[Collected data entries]
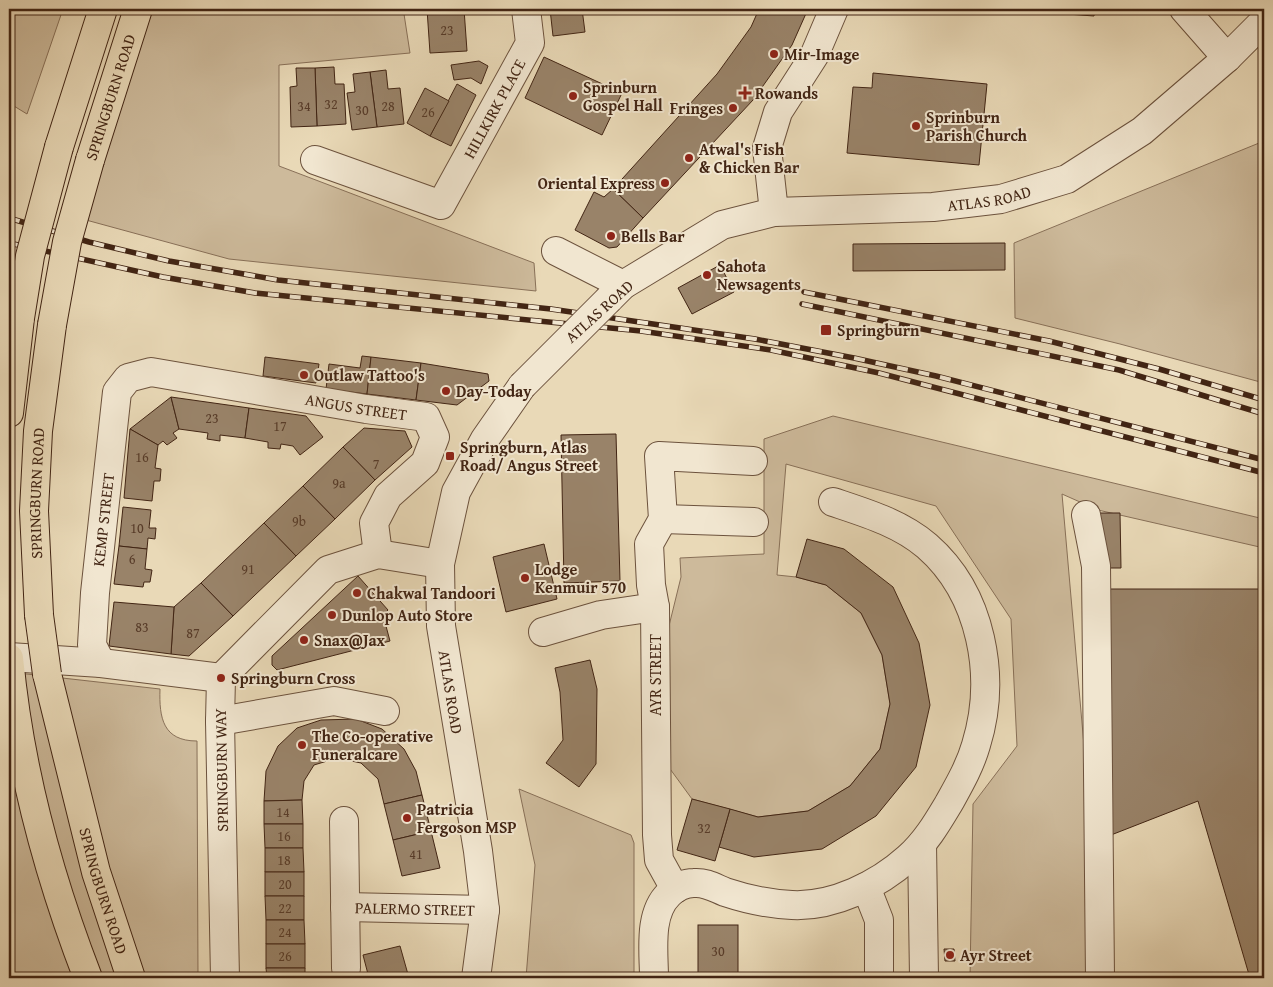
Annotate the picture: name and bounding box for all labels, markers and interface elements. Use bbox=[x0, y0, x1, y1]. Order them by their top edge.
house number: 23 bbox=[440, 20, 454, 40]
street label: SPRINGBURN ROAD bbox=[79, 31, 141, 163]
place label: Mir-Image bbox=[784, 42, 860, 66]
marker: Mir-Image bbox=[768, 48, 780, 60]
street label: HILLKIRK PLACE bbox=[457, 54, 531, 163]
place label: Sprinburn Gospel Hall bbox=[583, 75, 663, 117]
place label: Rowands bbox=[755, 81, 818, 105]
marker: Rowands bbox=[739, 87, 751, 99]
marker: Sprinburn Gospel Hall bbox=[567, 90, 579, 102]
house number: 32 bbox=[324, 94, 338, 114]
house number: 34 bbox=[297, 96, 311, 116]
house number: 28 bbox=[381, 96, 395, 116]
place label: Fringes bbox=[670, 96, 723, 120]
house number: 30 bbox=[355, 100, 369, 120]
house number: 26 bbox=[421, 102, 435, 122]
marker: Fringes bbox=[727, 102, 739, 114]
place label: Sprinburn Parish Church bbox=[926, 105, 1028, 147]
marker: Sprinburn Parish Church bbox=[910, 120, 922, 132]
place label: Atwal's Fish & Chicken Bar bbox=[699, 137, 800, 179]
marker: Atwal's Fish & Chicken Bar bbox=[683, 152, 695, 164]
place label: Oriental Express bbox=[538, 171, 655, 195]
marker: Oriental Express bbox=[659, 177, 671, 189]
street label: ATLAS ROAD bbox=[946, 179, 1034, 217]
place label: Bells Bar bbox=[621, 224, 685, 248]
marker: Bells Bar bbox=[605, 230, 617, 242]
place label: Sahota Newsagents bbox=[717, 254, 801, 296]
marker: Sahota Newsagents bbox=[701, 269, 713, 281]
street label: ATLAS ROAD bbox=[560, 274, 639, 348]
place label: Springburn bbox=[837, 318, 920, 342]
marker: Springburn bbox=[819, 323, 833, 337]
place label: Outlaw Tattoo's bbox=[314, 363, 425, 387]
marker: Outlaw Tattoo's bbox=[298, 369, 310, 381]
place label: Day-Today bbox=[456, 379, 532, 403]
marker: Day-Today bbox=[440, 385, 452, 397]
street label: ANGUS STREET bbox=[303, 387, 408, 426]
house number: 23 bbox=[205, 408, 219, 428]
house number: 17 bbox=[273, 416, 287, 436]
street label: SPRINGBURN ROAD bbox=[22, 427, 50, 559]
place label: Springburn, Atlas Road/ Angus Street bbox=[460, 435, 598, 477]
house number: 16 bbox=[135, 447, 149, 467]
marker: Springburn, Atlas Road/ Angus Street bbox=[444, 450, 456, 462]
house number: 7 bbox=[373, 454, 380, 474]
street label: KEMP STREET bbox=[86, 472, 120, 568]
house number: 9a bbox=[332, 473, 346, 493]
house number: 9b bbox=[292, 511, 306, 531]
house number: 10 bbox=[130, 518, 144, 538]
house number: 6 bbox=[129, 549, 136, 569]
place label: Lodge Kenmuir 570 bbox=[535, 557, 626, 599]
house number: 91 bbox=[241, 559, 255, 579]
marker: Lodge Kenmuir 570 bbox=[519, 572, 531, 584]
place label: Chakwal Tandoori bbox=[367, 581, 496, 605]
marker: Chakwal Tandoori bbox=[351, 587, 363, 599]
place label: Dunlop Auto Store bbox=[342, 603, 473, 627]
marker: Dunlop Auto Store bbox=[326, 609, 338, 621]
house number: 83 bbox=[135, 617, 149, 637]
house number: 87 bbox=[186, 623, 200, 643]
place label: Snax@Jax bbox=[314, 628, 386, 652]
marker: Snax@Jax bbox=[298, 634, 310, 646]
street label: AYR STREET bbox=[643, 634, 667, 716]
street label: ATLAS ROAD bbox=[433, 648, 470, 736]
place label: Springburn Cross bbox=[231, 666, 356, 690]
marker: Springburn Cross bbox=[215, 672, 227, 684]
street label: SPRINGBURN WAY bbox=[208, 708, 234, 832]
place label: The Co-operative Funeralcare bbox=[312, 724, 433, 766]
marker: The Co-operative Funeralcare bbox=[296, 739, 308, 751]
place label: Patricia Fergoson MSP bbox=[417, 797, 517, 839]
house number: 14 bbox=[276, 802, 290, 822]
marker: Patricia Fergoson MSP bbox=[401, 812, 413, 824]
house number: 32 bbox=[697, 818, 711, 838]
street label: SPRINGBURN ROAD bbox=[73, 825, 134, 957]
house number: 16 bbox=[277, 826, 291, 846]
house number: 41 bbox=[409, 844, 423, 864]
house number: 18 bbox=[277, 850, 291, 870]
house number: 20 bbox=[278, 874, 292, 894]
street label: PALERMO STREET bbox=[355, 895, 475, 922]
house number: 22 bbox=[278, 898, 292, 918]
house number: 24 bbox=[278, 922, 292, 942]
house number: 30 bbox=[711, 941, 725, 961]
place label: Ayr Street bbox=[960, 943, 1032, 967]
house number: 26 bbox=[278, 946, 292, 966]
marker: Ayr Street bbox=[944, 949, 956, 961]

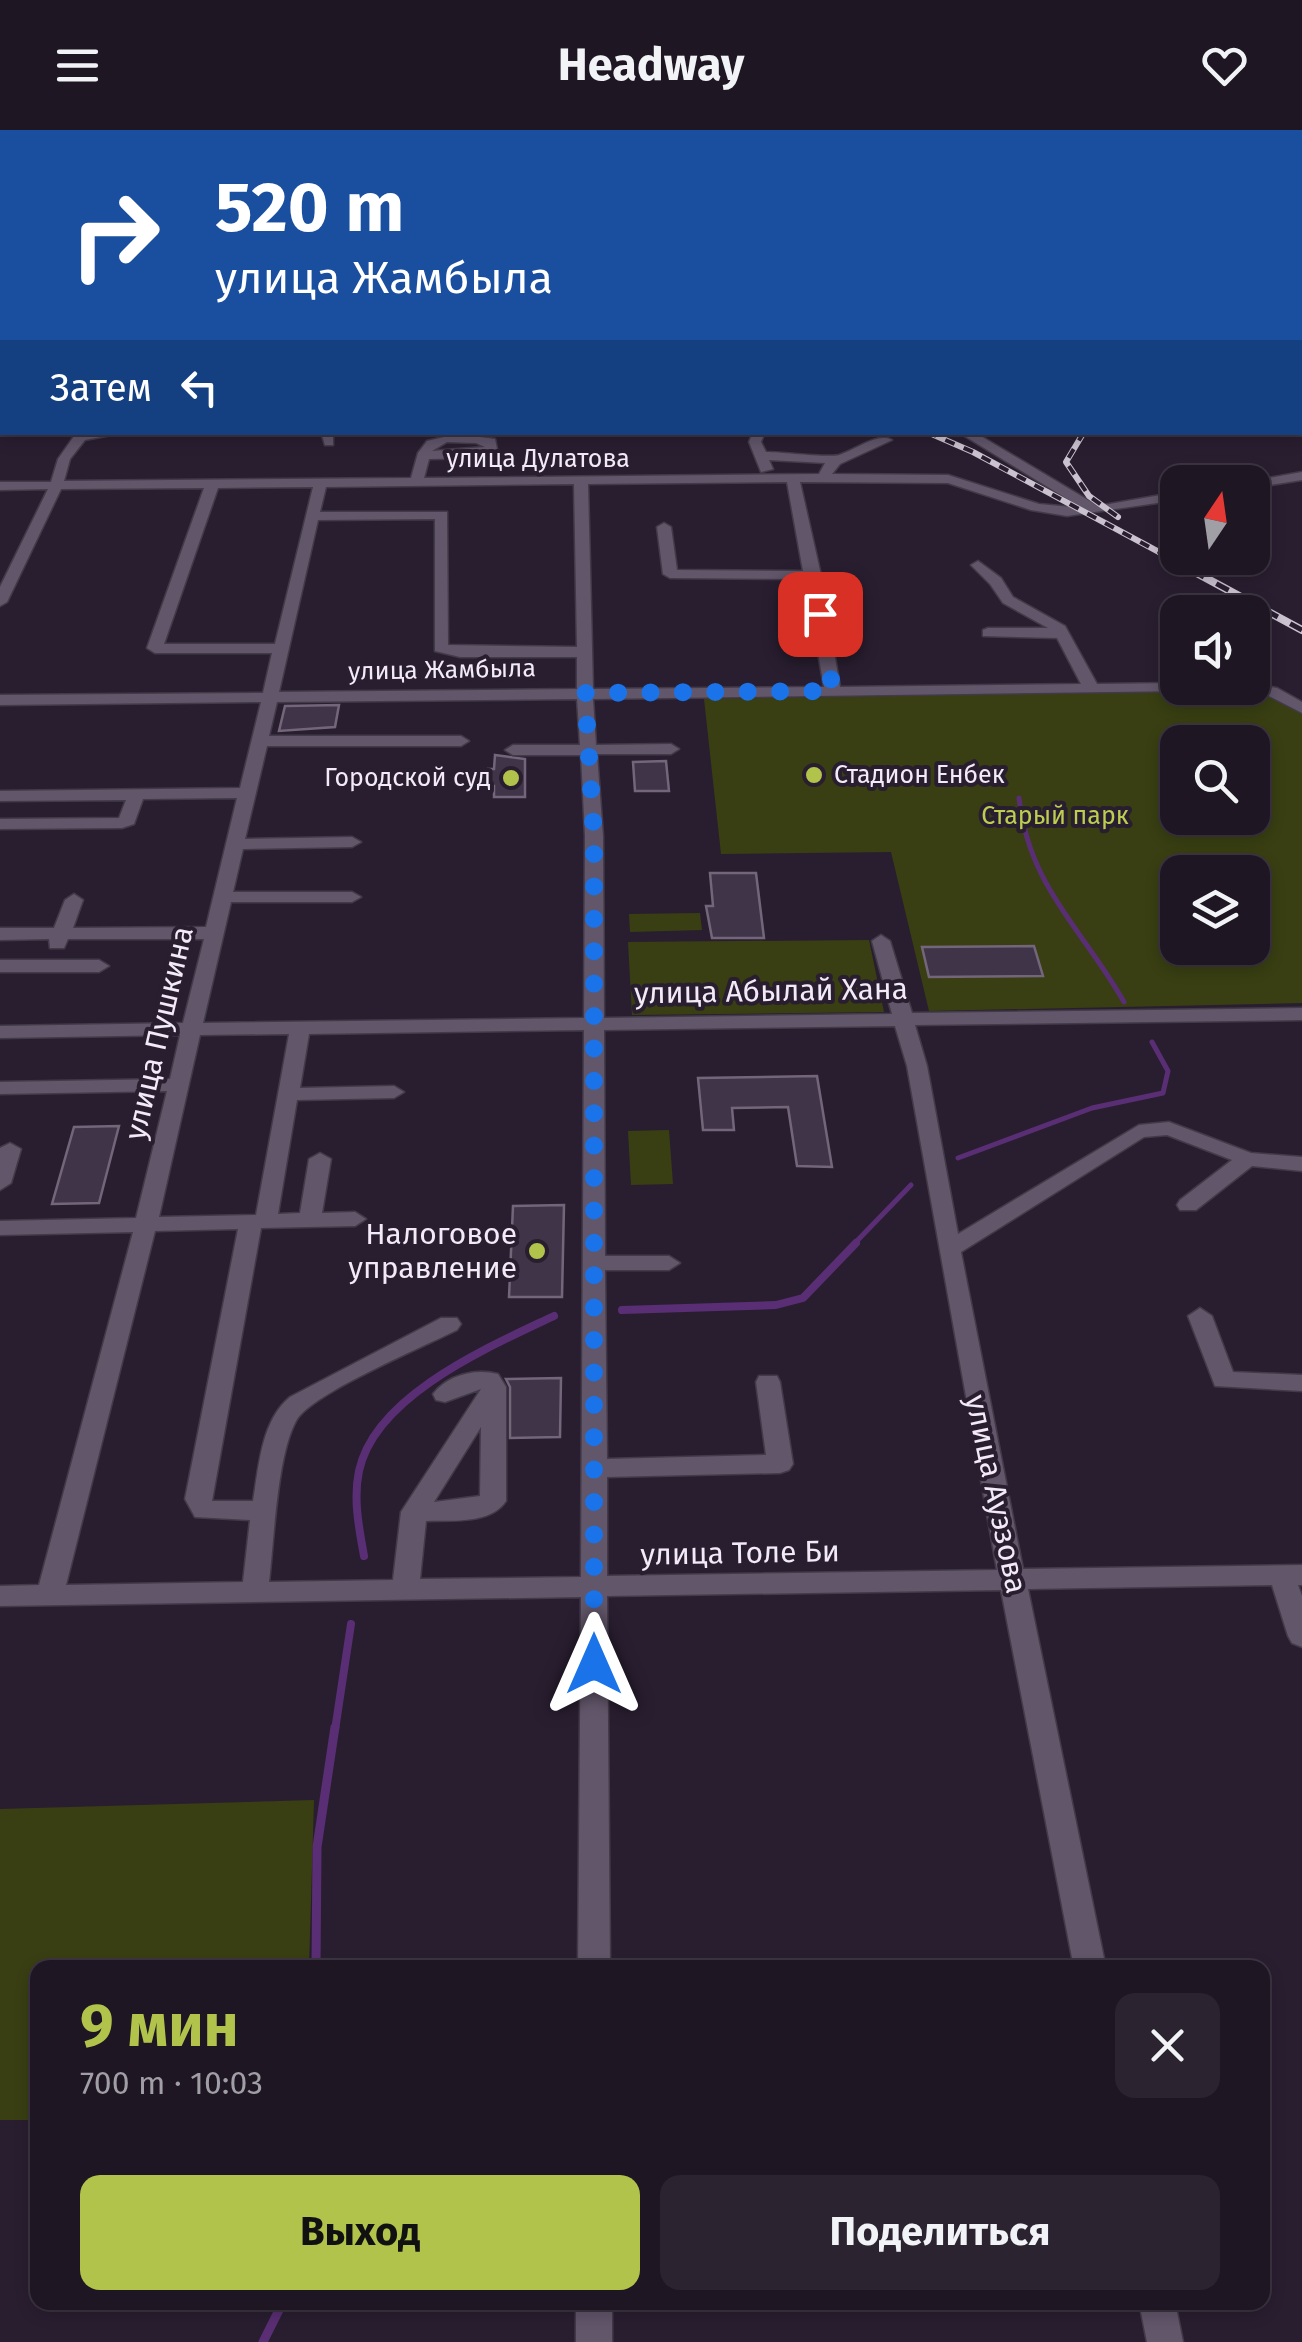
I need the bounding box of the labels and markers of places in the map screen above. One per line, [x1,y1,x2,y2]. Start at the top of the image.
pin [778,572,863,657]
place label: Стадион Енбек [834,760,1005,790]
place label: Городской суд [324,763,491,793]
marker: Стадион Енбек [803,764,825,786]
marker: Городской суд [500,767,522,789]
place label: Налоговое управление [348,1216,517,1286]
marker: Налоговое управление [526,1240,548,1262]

= TASK BRIEF =
Look through the entries, and return every line that the word "Outlaw" appears in.

= ANSWER FOR THIS EXERCISE =
place label: Outlaw Tattoo's bbox=[314, 363, 425, 387]
marker: Outlaw Tattoo's bbox=[298, 369, 310, 381]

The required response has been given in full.